Por Juliano Gonçalves Valli e Francisco Torma*

O Direito Agrário tem como principais características a imperatividade da normas e a incidência de regras sociais no que tange, principalmente, às relações de seus contratos. Como muito bem ensina um dos grandes doutrinadores do Direito Agrário pátrio, Wellington Pacheco Barros[1]: “A cogência, imperatividade do direito, portanto, se impõe porque suas regras seriam nitidamente protetivas ao trabalhador rural”, e ainda que: “as regras de direito agrário carregam com nitidez uma forte proteção social”.
Assim, as regras de natureza agrária, preponderantemente, na busca do equilíbrio da relação proprietário x terceiro cultivador/agricultor[2], agem com protecionismo expresso da parte considerada hipossuficiente na relação.
Ocorre que, atualmente, o desequilíbrio da relação entre o proprietário e o terceiro que exerce atividade agrícola em suas terras não se apresenta da mesma proporção de quando a norma agrária foi idealizada.
Da mesma forma, o fato de haver a necessidade de intervenção estatal para garantir a equidade na relação agrária não retira a importância desta mesma legislação trazer segurança jurídica mínima e suficiente para perfectibilizar os direitos do proprietário.
Neste condão, constatamos que não há norma expressa nos diplomas legais agrários, referente aos contratos agrários, que traga a garantia ou preferência do proprietário em receber o valor pactuado no contrato agrário em um eventual concurso de credores junto à produção do arrendatário, mesmo se a propriedade em questão seja a única fonte de renda do arrendador.
Em ocorrendo tal situação, o operador do direto precisa buscar amparo em princípios gerais e no outros ramos jurídicos como forma de buscar efetivar o direito do proprietário relativamente ao recebimento da contraprestação pecuniária decorrente do uso do seu imóvel rural.
Caso, por exemplo, o proprietário precise manejar ação executiva para o recebimento do arrendamento e utilize a medida de arresto (incidental ou acautelatório) sobre o produto oriundo da lavoura de seu arrendatário, não haverá preferência de trâmite e cumprimento deste perante outros arrestos que eventualmente venham a recair sobre o mesmo produto.
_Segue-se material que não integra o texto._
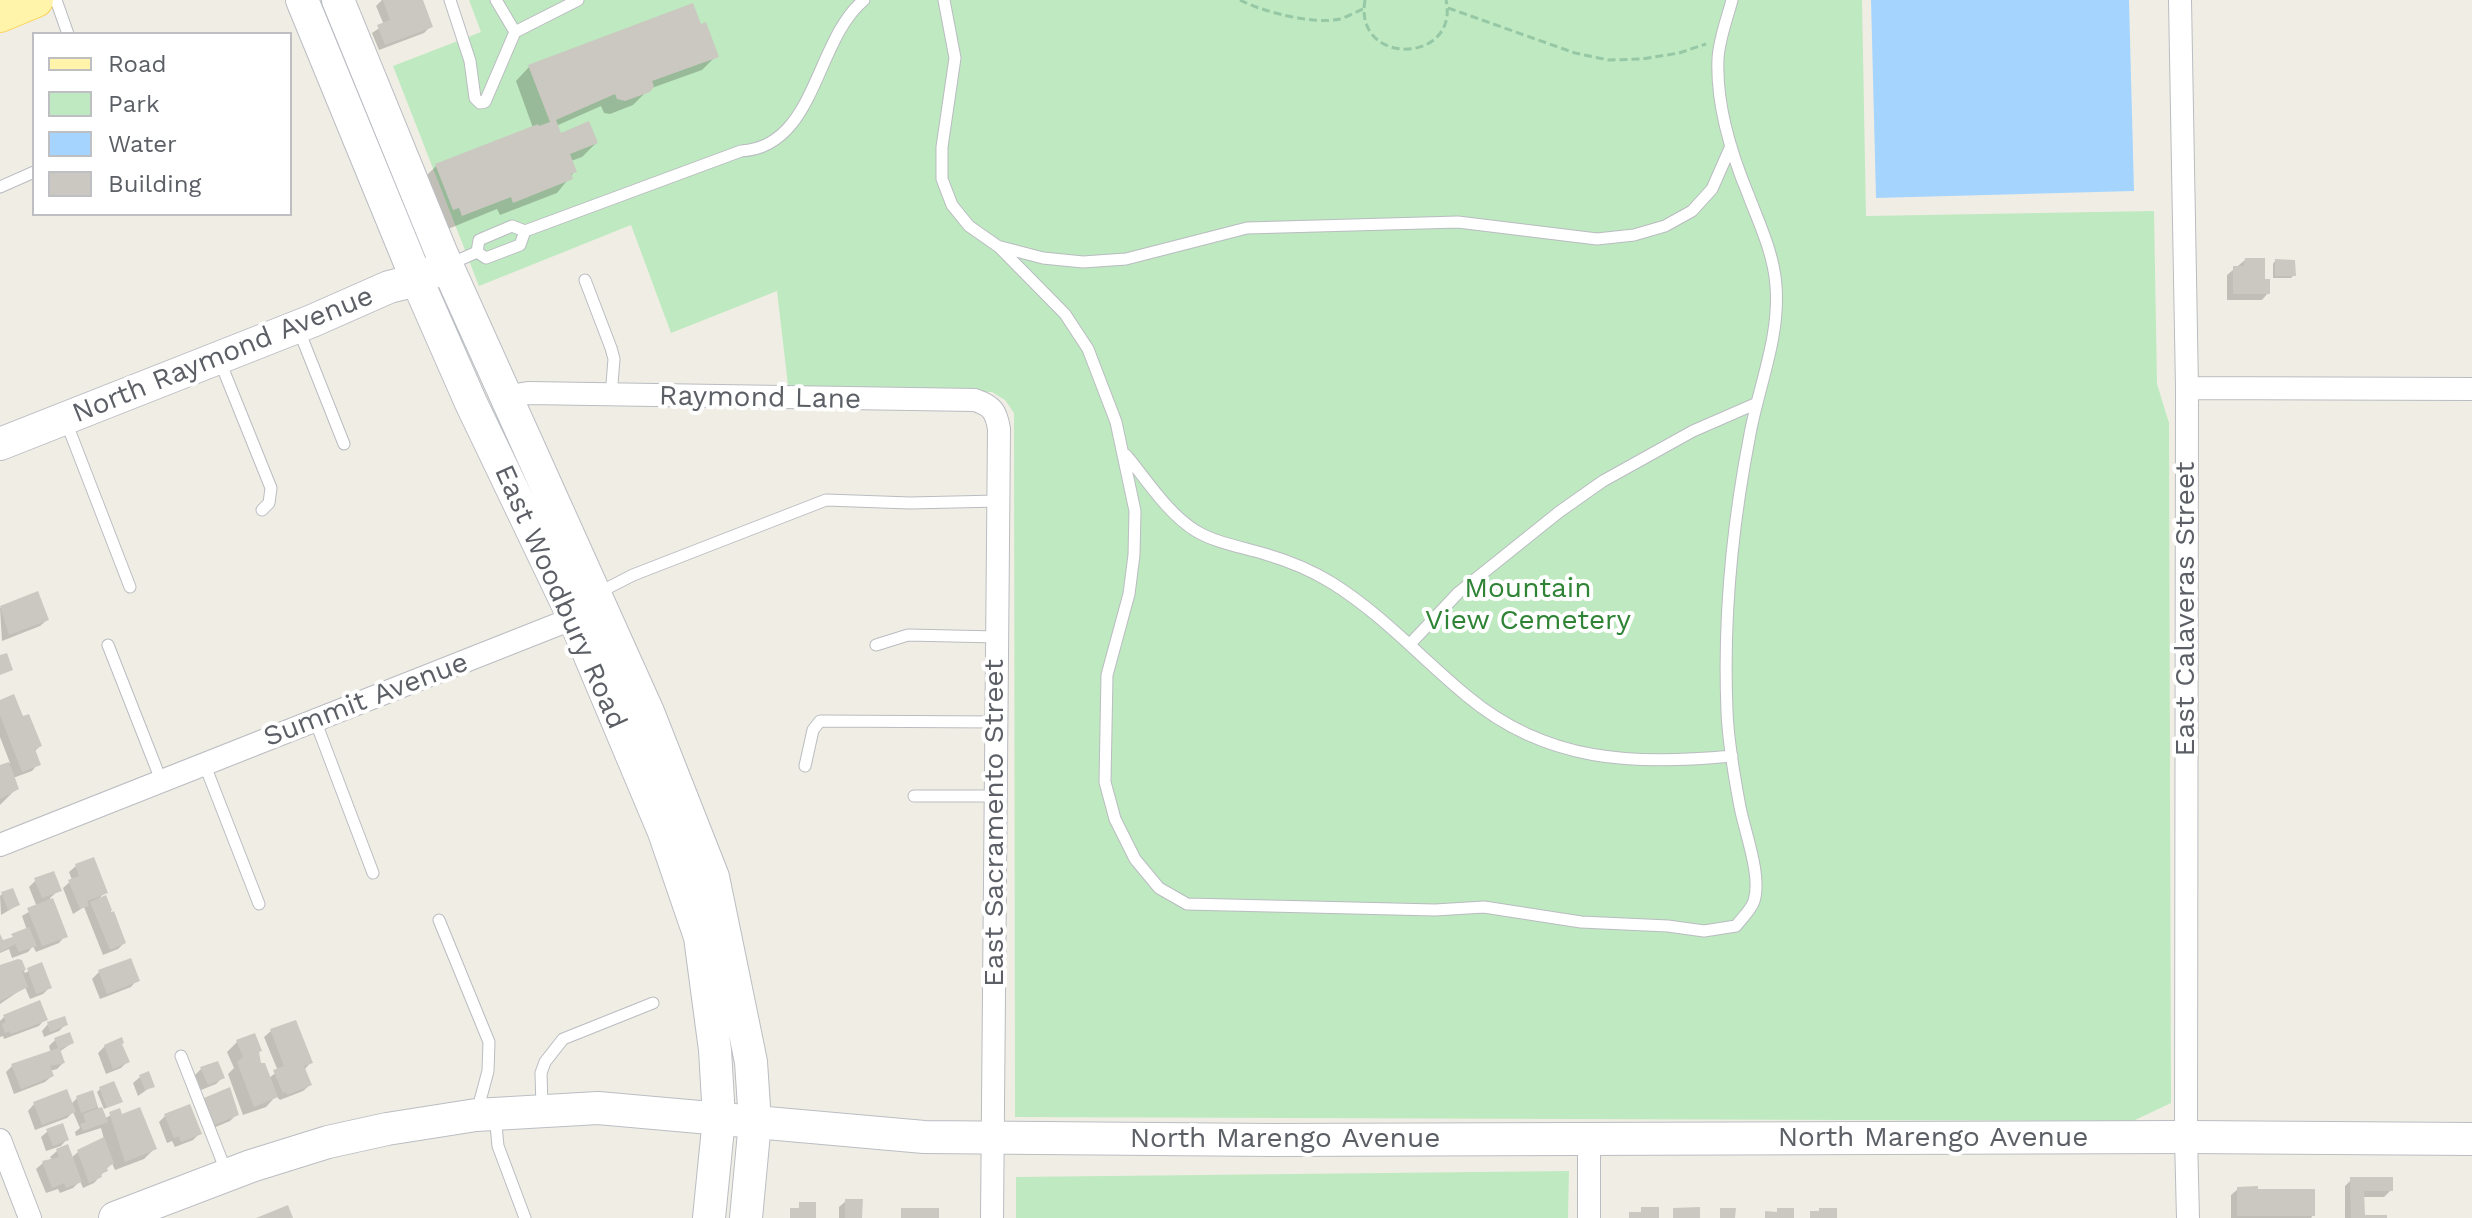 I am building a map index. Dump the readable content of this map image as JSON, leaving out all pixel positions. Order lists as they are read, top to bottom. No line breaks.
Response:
{"streets":{"street":["North Raymond Avenue","Raymond Lane","East Woodbury Road","East Calaveras Street","Summit Avenue","East Sacramento Street","North Marengo Avenue"]},"crossings":[["North Raymond Avenue","East Woodbury Road"],["Raymond Lane","East Woodbury Road"],["Raymond Lane","East Sacramento Street"],["East Woodbury Road","Summit Avenue"],["East Woodbury Road","North Marengo Avenue"],["East Calaveras Street","North Marengo Avenue"],["East Sacramento Street","North Marengo Avenue"]],"parks":["Mountain View Cemetery"],"legend":["Road","Park","Water","Building"]}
O que haverá é uma ordem de preferência por deferimento da medida do crédito do proprietário para com os demais. Ou seja, uma preferência por ordem de chegada[3].
Eventuais CPRs sem origem mencionada, ou seja, negócios cíveis comuns consubstanciados em CPR (título abstrato que, ao contrário dos causais, não exige a descrição da origem para ter eficácia) tendem a preponderar perante crédito oriundo do contrato de arrendamento da própria terra por conta da costumeira garantia pignoratícia.
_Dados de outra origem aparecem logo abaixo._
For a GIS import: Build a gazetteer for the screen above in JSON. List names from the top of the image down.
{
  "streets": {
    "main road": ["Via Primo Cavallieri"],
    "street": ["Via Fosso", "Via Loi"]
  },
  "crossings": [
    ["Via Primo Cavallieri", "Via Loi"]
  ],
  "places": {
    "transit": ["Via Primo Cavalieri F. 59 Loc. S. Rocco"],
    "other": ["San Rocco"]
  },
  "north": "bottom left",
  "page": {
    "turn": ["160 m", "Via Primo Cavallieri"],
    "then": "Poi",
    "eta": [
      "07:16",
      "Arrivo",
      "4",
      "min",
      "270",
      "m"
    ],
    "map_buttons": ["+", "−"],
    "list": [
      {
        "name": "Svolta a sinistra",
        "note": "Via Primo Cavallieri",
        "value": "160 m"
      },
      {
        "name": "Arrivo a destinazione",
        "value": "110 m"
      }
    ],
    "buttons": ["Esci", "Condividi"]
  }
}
Entretanto, ao considerar e valorizar o vínculo direto deste crédito e o produto objeto da produção agropecuária, por meio do uso da hermenêutica e princípios do Direito Agrário, estamos dando vida à proteção do meio rural entabulada pelo Estatuto da Terra e legislação complementar. Isto porque os contratos típicos se destinam à regulamentar a posse provisória da terra, trazendo assim benefícios econômicos e sociais tanto para o proprietário como para o arrendatário, além de viabilizar a atividade econômica e a produção rural.
Ademais, em analogia a outros ramos do direito, relevante destacar que as receitas advindas de contrato de arrendamento devem ser observadas sob o prisma da natureza alimentar, o que as diferem e privilegiam em confronto com créditos comuns.
No Direito Civil, o Poder Judiciário brasileiro firmou entendimento de que as receitas provenientes de locativos (alugueres) possuem caráter alimentar em razão de que, em muitos casos, tal renda destina-se a sobrevivência do proprietário do imóvel.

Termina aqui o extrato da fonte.